Author: THOMAS MICHAEL FRANKIE | Size: 4.5 MB | Format:PDF | Quality:Unspecified | Publisher: University of Illinois at Urbana-Champaign, | Year: 2010 | pages: 289
Unreinforced masonry (URM) structures represent a significant portion of the residential building stock of the Central and Eastern United States (CEUSA), accounting for 15% of homes in the 8-state region impacted by the New-Madrid Seismic Zone and an even greater portion of the building stock in most other regions of the world. In addition to significant population, the brittle nature of URM buildings further supports a thorough consideration of seismic response given the susceptibility to severe failure modes. Currently, there is a pressing need for analytically based fragility curves for URM buildings. In order to improve the estimation of damage state probabilities through the development of simulation-based masonry fragilities, an extensive literature survey is conducted on pushover analysis of URM structures. Using this data, capacity diagrams are generated, from which damage exceedance limit states are defined. Demand is simulated using synthetically derived accelerograms representative of the CEUSA. Structural response is evaluated using an advanced capacity spectrum method developed at the Mid-America Earthquake Center.
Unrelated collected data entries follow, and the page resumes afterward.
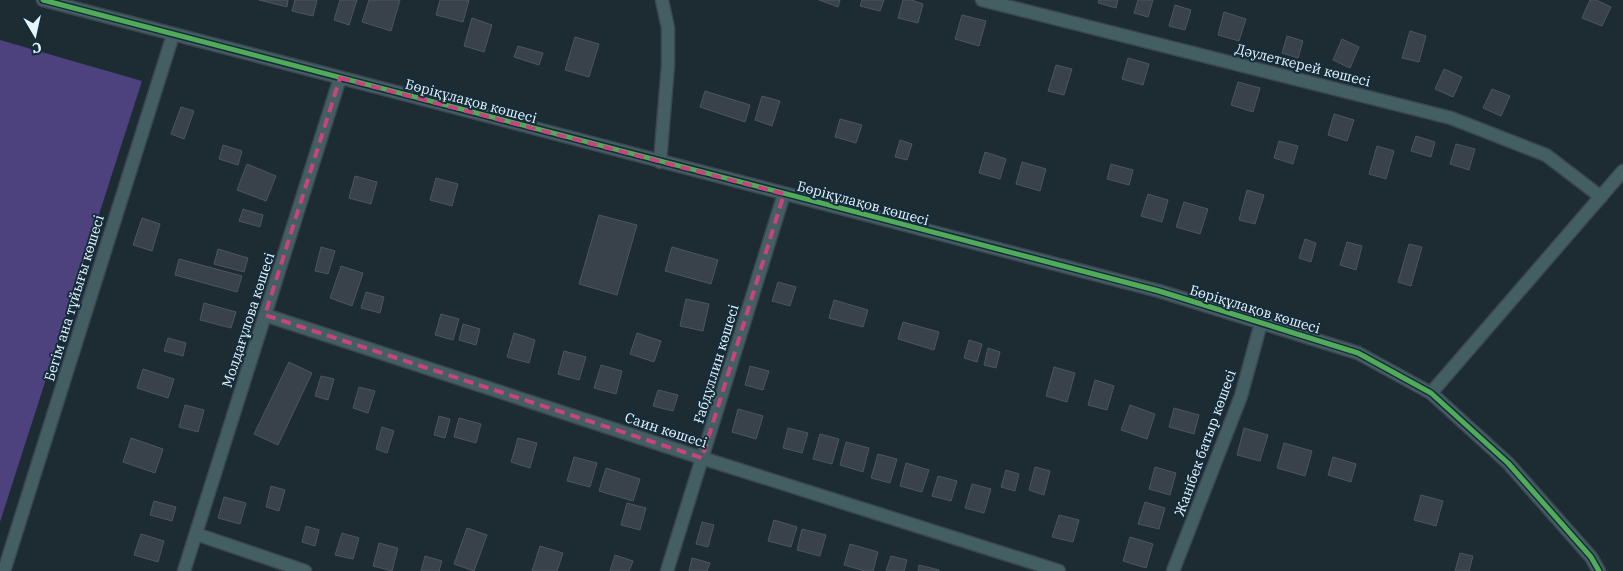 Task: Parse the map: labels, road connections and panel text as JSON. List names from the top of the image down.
{
  "streets": {
    "street": [
      "Дәулеткерей көшесі",
      "Бөріқұлақов көшесі",
      "Бегім ана тұйығы көшесі",
      "Молдағұлова көшесі",
      "Ғабдуллин көшесі",
      "Саин көшесі",
      "Жанібек батыр көшесі"
    ]
  },
  "crossings": [
    ["Бөріқұлақов көшесі", "Бегім ана тұйығы көшесі"],
    ["Бөріқұлақов көшесі", "Молдағұлова көшесі"],
    ["Бөріқұлақов көшесі", "Ғабдуллин көшесі"],
    ["Бөріқұлақов көшесі", "Жанібек батыр көшесі"],
    ["Молдағұлова көшесі", "Саин көшесі"],
    ["Ғабдуллин көшесі", "Саин көшесі"]
  ],
  "north": "bottom"
} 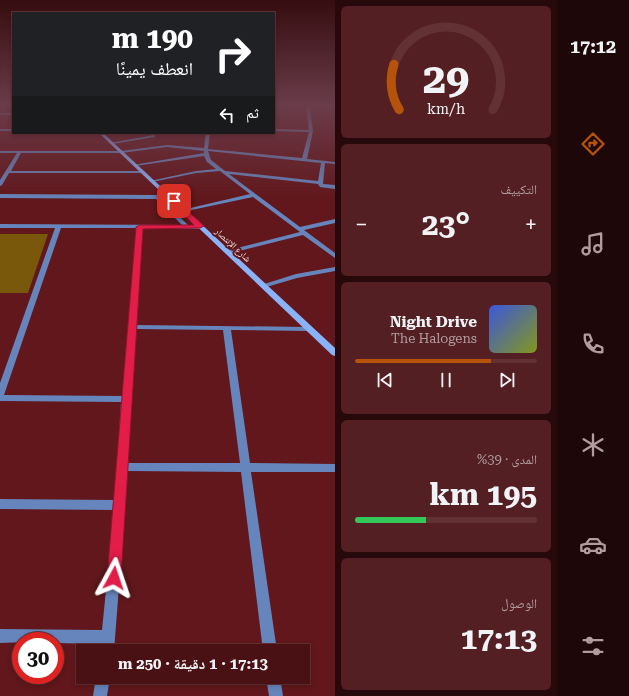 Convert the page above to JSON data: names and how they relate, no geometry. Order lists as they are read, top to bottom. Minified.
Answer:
{"streets":{"main road":["شارع الإنتصار"]},"page":{"tabs":"17:12","turn":["190 m","انعطف يمينًا"],"then":"ثم","tile":["التكييف",["المدى · 39%","195 km"],["الوصول","17:13"]],"heat":["−","23°","+"],"song":["Night Drive","The Halogens"],"limit":"30","trip":"17:13 · 1 دقيقة · 250 m","gauge":["29","km/h"]}} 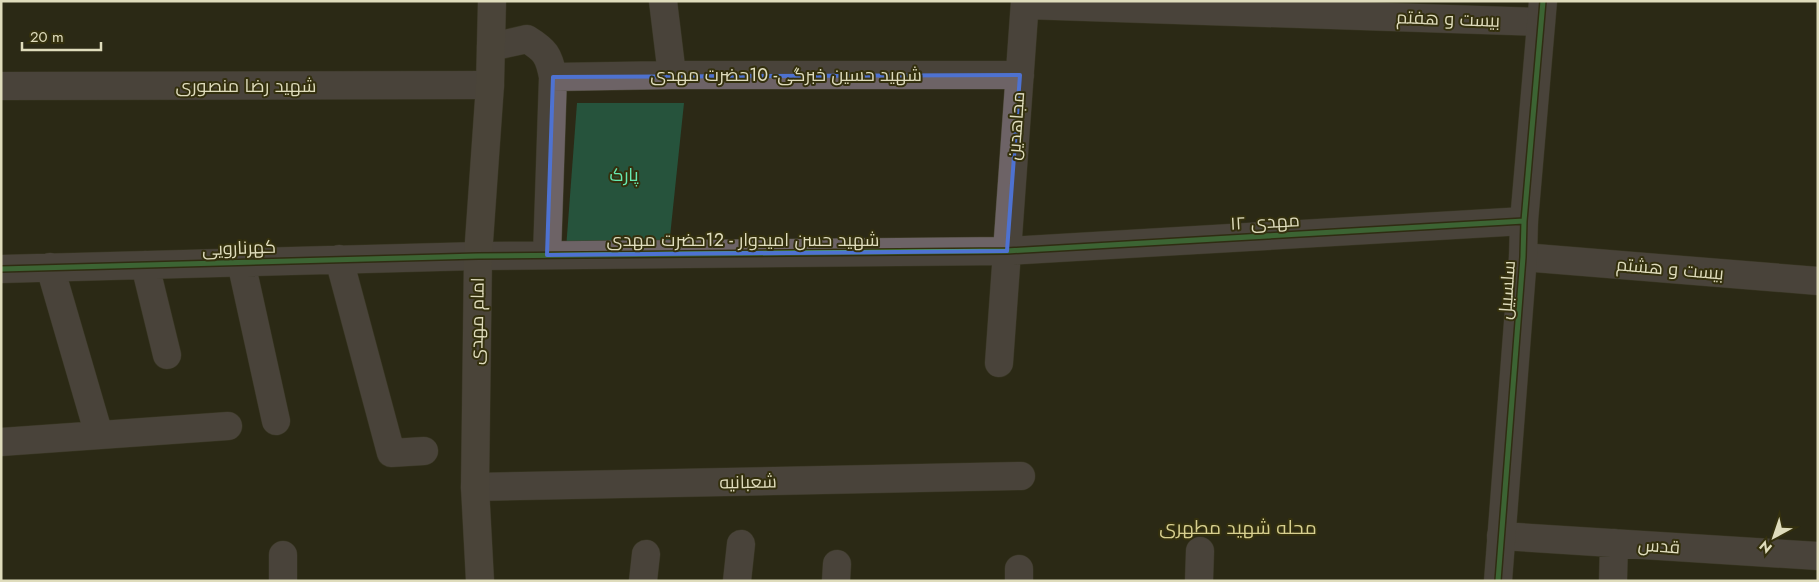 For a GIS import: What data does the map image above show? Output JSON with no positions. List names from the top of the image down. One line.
{"streets":{"main road":["امام مهدی"],"street":["بیست و هفتم","شهید حسین خبرگی- 10حضرت مهدی","شهید رضا منصوری","مجاهدین","مهدی ۱۲","شهید حسن امیدوار - 12حضرت مهدی","کهرنارویی","بیست و هشتم","سلسبیل","شعبانیه","قدس"]},"crossings":[["بیست و هفتم","مجاهدین"],["بیست و هفتم","سلسبیل"],["شهید حسین خبرگی- 10حضرت مهدی","مجاهدین"],["شهید رضا منصوری","امام مهدی"],["مجاهدین","مهدی ۱۲"],["مجاهدین","شهید حسن امیدوار - 12حضرت مهدی"],["مهدی ۱۲","شهید حسن امیدوار - 12حضرت مهدی"],["مهدی ۱۲","سلسبیل"],["شهید حسن امیدوار - 12حضرت مهدی","کهرنارویی"],["شهید حسن امیدوار - 12حضرت مهدی","امام مهدی"],["کهرنارویی","امام مهدی"],["بیست و هشتم","سلسبیل"],["سلسبیل","قدس"],["امام مهدی","شعبانیه"]],"districts":["محله شهید مطهری"],"parks":["پارک"],"scale_bar":"20 m","north":"bottom left"}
Capacity, demand, and response are thus derived analytically and response data is used to generate an improved and uniform set of fragility curves for use in loss-assessment software via a framework amenable to rapid expansion of pushover database and variation of ground motion records. A set of best practices is hereby developed for selection and use of experimental and analytical data, input ground motions, analysis of structural capacity, limit state definitions, seismic design categories, and probabilistic analysis methods. Curves are expressed in multiple forms for wide range of use in loss-assessment applications. Results are discussed and compared with other relationships developed in the literature, along with those generated using HAZUS opinion-based capacity data. The parameters of the improved fragility relationships developed and presented in this thesis are provided and suggested for reliable use in
seismic loss assessment software.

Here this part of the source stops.